Problem jest mniej więcej taki: w ramach jednego z projektów UE szkoła (podkreślam bo to być może ważne - podstawowa) otrzymała serwerownię oraz została "osieciowana" w taki sposób, że w każdym jej miejscu dostępne jest WiFi. Wifi dostępne jest w dwóch opcjach (nauczyciel/uczeń) przy czym hasła dostępu dla nauczycieli są już nauczycielom znane i ci z nich już korzystają zarówno podczas prowadzenia lekcji (do rzeczy, nazwijmy to, pożytecznych), jak i podczas przerw (ach, te pogaduszki na fejsie!).
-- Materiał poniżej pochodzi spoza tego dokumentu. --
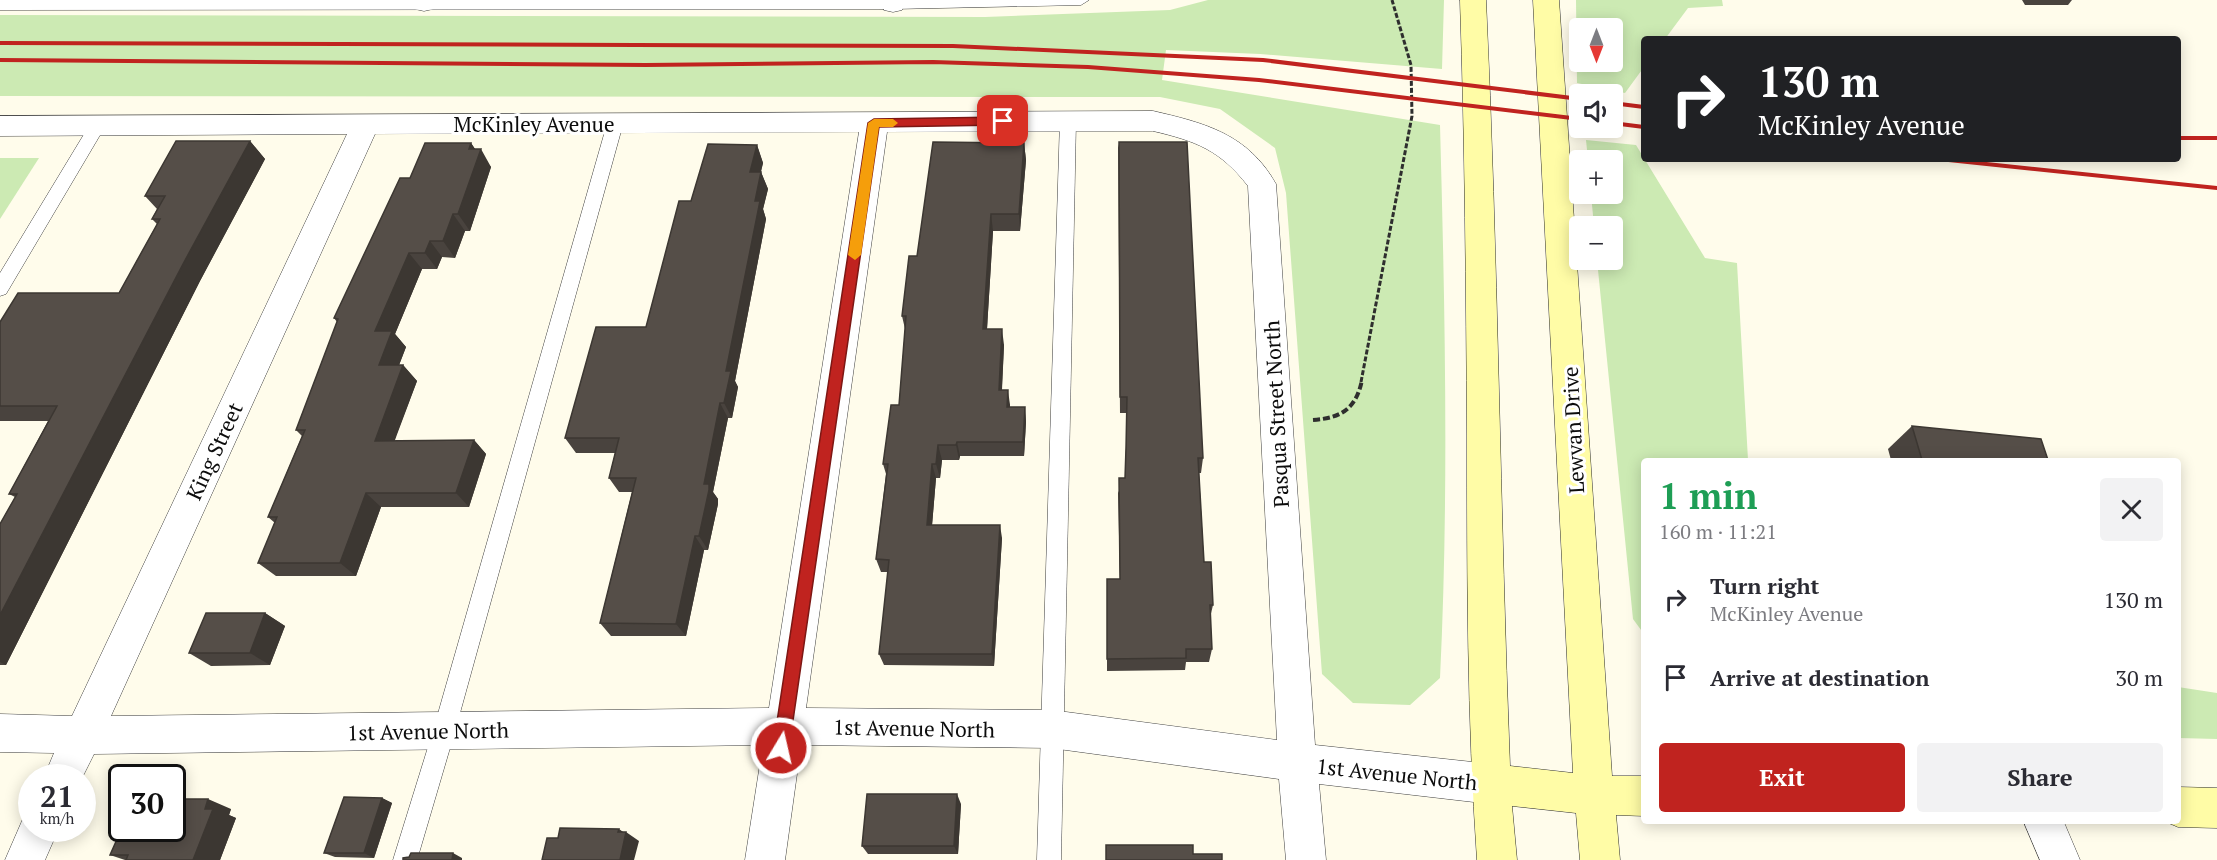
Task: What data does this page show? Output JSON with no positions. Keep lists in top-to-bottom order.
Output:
{
  "streets": {
    "main road": ["Lewvan Drive", "1st Avenue North"],
    "street": ["McKinley Avenue", "Pasqua Street North", "King Street"]
  },
  "crossings": [
    ["McKinley Avenue", "Pasqua Street North"],
    ["McKinley Avenue", "King Street"],
    ["Pasqua Street North", "1st Avenue North"],
    ["Lewvan Drive", "1st Avenue North"],
    ["King Street", "1st Avenue North"]
  ],
  "north": "bottom",
  "page": {
    "map_buttons": ["+", "−"],
    "turn": ["130 m", "McKinley Avenue"],
    "heading": ["1 min", "160 m · 11:21"],
    "list": [
      {
        "name": "Turn right",
        "note": "McKinley Avenue",
        "value": "130 m"
      },
      {
        "name": "Arrive at destination",
        "value": "30 m"
      }
    ],
    "buttons": ["Exit", "Share"],
    "speed": "21 km/h",
    "limit": "30"
  }
}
Problem jest co zrobić z drugą siecią. Instalator powiedział, iż "niektóre szkoły udostępniają uczniom hasło". My jednak (tzn. dyrektor oraz ja, naczelny informatyk) pełni jesteśmy obaw czy aby na pewno warto. Dostrzegamy pewne plusy, ale i też zagrożenia. W zasadzie tych drugich jest o wiele więcej.
Nadmieniam, iż sieć uczniowska jest tak skonstruowana, iż uczniowie nie mają dostępu do treści m.in. pornograficznych i mają poblokowane niektóre porty (np. torrenty).
Czy ktoś ma już jakieś doświadczenia z tego typu rzeczami? W jaki sposób "zaatakować" temat, czy w ogóle warto go ruszać?